Unexpected, pervasive, conserved secondary structure in highly charged protein regions.

Abstract

Understanding the relationship between protein sequence and function remains a defining challenge in molecular biology. Two approaches have yielded enormous insight: structure-based, in which the precise positions of amino acids are crucial for function, and disorder-based, in which dynamical and statistical features confer function. In general, one or the other tends to be strongly favored for specific classes of sequences. Here, we globally examine highly charged protein regions (>40% charged residues), which previously have been overwhelmingly analyzed through a disorder lens. Using experimentally-measured structures and advanced structure prediction, we find that alpha-helices are surprisingly common in such regions.
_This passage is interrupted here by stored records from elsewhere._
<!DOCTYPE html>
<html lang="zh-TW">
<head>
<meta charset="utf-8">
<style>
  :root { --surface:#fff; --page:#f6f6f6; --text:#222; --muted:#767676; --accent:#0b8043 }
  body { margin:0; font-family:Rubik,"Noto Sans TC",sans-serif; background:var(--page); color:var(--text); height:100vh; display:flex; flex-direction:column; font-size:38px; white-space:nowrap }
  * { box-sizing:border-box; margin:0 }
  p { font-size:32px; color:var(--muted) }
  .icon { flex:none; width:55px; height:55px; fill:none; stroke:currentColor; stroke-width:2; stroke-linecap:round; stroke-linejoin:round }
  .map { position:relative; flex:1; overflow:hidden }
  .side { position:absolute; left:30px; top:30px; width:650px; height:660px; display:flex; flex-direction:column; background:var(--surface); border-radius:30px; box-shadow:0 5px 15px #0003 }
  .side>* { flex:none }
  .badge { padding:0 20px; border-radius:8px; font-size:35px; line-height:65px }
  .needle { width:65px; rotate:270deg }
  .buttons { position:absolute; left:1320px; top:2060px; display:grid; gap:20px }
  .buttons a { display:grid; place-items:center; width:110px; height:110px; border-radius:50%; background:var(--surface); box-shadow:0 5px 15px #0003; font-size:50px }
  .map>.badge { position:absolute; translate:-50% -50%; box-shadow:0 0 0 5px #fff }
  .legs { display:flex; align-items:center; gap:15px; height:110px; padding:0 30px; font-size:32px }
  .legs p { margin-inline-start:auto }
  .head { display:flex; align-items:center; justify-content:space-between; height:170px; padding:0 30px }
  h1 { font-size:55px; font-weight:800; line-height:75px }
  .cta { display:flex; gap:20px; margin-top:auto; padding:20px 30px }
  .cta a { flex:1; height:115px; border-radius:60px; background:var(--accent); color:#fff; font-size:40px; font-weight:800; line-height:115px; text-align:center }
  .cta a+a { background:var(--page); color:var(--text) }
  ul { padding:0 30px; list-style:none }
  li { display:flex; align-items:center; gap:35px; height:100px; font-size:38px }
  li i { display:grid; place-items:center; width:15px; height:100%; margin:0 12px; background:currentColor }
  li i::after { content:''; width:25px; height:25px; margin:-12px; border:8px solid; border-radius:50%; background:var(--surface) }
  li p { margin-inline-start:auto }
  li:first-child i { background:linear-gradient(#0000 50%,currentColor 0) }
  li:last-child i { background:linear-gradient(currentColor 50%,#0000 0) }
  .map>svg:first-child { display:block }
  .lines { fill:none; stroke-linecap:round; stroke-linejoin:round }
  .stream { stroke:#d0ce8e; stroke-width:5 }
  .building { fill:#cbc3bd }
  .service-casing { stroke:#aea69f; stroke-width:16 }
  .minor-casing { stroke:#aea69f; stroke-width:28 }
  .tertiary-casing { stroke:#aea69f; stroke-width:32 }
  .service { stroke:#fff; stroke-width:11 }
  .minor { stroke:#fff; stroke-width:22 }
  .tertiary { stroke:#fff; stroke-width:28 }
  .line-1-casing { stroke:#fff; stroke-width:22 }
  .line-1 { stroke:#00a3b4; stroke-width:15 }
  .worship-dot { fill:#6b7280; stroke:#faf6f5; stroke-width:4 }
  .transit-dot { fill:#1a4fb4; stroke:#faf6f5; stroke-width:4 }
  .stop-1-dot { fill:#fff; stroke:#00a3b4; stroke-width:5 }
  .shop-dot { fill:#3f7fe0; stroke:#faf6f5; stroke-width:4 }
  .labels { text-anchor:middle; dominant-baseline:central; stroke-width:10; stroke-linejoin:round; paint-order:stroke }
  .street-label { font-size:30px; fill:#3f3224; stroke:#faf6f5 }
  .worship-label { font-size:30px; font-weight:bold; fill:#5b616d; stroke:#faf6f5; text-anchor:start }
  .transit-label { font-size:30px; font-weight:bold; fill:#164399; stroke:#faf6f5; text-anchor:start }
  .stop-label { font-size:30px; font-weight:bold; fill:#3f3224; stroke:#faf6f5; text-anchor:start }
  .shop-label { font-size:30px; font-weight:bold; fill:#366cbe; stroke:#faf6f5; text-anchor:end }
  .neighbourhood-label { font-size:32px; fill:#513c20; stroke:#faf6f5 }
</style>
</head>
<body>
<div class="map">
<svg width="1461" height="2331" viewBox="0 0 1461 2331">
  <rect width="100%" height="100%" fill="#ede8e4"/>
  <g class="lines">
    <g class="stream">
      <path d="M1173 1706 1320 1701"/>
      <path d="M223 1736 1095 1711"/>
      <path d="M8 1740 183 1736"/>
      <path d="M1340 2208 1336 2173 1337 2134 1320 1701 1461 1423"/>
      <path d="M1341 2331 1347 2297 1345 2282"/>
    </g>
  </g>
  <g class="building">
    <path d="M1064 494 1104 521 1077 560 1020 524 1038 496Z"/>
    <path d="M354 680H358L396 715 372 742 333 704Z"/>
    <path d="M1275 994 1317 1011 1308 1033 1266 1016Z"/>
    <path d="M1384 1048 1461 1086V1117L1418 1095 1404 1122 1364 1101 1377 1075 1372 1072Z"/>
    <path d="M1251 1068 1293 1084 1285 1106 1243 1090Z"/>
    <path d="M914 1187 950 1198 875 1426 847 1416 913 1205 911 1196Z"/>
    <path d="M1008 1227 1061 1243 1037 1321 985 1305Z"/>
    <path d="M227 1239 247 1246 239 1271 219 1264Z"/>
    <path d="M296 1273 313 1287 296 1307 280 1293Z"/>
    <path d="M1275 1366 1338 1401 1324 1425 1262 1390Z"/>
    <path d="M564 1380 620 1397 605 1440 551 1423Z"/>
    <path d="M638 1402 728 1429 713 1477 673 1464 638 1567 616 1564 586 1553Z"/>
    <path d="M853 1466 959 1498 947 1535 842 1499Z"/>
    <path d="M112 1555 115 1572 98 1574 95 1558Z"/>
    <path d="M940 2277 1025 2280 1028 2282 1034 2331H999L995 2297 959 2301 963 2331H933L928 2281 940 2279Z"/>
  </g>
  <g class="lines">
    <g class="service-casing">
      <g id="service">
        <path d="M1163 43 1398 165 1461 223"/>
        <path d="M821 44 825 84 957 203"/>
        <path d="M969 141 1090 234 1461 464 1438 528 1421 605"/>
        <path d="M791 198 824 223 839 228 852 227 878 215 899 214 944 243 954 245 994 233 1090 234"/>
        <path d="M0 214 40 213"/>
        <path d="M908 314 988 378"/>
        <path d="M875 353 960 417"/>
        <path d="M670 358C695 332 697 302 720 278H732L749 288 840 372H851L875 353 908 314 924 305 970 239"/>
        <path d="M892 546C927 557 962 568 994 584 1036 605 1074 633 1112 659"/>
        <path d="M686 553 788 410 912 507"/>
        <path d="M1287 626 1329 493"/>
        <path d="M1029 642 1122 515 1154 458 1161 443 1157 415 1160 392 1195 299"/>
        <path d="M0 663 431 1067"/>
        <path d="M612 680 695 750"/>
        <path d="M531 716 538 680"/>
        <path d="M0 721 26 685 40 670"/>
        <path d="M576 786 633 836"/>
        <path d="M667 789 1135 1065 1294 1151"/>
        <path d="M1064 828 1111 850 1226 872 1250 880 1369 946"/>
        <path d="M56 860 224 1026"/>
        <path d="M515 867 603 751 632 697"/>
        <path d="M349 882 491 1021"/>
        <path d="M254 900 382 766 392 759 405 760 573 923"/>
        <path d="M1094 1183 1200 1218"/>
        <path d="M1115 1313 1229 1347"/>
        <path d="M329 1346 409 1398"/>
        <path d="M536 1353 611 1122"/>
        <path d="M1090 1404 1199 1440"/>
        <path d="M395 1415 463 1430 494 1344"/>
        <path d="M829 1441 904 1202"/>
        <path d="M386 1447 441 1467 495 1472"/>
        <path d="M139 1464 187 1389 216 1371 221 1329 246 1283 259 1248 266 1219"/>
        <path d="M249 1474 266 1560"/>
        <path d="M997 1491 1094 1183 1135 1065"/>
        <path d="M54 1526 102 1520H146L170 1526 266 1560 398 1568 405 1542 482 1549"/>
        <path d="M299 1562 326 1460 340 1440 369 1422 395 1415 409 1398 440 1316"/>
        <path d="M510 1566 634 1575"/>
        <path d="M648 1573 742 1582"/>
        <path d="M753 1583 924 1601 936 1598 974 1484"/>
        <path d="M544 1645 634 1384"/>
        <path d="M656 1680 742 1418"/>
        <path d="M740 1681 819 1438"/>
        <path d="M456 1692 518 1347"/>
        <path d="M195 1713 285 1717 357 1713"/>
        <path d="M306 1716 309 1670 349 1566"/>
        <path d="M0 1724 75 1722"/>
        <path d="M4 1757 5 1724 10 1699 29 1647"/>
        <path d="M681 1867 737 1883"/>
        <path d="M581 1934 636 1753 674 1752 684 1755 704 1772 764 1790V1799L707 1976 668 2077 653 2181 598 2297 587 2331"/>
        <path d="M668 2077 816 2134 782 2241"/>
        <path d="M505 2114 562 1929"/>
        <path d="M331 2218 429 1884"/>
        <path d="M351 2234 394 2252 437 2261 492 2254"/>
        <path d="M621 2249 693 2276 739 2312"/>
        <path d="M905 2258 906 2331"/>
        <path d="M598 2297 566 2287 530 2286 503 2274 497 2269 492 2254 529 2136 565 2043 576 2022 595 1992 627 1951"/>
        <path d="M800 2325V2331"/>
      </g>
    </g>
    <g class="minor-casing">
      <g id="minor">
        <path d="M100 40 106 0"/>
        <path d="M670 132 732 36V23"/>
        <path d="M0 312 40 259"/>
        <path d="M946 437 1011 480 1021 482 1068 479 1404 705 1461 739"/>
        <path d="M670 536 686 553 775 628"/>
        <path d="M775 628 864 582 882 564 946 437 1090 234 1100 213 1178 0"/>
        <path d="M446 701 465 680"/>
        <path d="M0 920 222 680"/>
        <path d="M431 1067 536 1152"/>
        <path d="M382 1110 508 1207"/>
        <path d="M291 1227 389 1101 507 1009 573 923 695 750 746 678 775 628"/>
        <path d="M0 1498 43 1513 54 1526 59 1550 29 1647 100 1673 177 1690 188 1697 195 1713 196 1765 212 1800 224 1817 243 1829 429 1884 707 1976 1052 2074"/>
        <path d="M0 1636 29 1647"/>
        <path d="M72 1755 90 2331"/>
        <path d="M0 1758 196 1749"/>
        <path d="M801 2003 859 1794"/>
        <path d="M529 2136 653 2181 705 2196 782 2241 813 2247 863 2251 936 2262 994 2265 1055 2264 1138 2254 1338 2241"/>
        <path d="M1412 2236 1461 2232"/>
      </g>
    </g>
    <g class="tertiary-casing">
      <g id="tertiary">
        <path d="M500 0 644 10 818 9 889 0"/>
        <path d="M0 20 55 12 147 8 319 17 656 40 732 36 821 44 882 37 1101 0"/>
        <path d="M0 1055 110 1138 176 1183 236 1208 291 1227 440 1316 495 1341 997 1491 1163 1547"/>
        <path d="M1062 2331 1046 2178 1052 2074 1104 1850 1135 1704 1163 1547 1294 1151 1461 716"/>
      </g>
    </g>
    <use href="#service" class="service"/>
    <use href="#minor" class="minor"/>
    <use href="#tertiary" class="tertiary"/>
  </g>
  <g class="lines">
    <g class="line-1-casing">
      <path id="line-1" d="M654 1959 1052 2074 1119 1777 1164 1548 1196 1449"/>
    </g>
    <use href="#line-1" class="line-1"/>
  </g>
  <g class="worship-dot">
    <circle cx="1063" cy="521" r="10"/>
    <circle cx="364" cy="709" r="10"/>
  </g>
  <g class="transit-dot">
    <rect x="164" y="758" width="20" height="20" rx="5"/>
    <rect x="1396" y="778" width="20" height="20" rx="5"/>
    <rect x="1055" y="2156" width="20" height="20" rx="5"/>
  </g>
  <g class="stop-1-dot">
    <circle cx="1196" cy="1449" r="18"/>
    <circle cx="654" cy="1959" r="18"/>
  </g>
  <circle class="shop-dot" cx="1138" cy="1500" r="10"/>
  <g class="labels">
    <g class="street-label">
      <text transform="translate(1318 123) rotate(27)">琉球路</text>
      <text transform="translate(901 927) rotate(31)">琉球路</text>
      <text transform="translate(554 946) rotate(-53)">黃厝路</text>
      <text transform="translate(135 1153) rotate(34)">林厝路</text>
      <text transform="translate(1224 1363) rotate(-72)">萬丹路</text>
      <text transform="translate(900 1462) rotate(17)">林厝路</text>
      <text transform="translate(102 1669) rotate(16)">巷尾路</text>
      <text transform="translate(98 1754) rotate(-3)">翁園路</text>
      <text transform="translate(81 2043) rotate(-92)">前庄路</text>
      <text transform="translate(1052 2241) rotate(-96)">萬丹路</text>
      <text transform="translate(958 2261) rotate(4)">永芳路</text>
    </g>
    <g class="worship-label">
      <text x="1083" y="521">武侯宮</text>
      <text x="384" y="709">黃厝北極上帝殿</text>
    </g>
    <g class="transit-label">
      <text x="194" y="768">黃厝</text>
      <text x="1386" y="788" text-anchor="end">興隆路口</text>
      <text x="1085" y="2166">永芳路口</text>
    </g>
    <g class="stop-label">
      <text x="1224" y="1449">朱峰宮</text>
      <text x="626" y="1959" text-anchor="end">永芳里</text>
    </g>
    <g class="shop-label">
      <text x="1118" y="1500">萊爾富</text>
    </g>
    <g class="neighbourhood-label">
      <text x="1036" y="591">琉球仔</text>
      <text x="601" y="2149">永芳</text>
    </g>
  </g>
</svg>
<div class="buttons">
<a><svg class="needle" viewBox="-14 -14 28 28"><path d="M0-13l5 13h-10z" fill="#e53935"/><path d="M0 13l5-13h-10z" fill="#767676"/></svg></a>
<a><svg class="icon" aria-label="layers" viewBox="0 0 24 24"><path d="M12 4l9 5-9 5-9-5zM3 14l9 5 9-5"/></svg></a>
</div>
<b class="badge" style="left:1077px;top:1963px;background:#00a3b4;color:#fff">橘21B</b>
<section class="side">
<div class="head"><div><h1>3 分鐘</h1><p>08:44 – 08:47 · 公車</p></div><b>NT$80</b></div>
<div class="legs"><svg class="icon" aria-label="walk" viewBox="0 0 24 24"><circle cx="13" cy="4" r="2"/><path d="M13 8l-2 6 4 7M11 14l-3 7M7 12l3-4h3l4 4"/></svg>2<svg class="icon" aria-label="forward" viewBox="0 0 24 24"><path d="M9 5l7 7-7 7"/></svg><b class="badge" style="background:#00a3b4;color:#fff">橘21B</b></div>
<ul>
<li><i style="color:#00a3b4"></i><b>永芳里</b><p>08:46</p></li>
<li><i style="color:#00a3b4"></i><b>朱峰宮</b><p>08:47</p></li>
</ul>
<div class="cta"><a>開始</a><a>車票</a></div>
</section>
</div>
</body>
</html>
Features thought to serve as strong proxies for disorder—high charge density, low hydrophobicity, low sequence complexity, and variation in length over evolutionary time—are also displayed by these helices. We create a simple composition-driven classifier that can more accurately predict structure in these regions than commonly used heuristics. Finally, we show that in these regions the density of charged residues, and in certain cases the structural properties, are evolutionarily conserved, implying that they are functionally important. This work suggests that relatively simple structural features may play crucial roles in the function of many highly charged regions and more broadly demonstrates the importance of balancing structure- and disorder-based approaches when evaluating regions of unusual amino acid composition.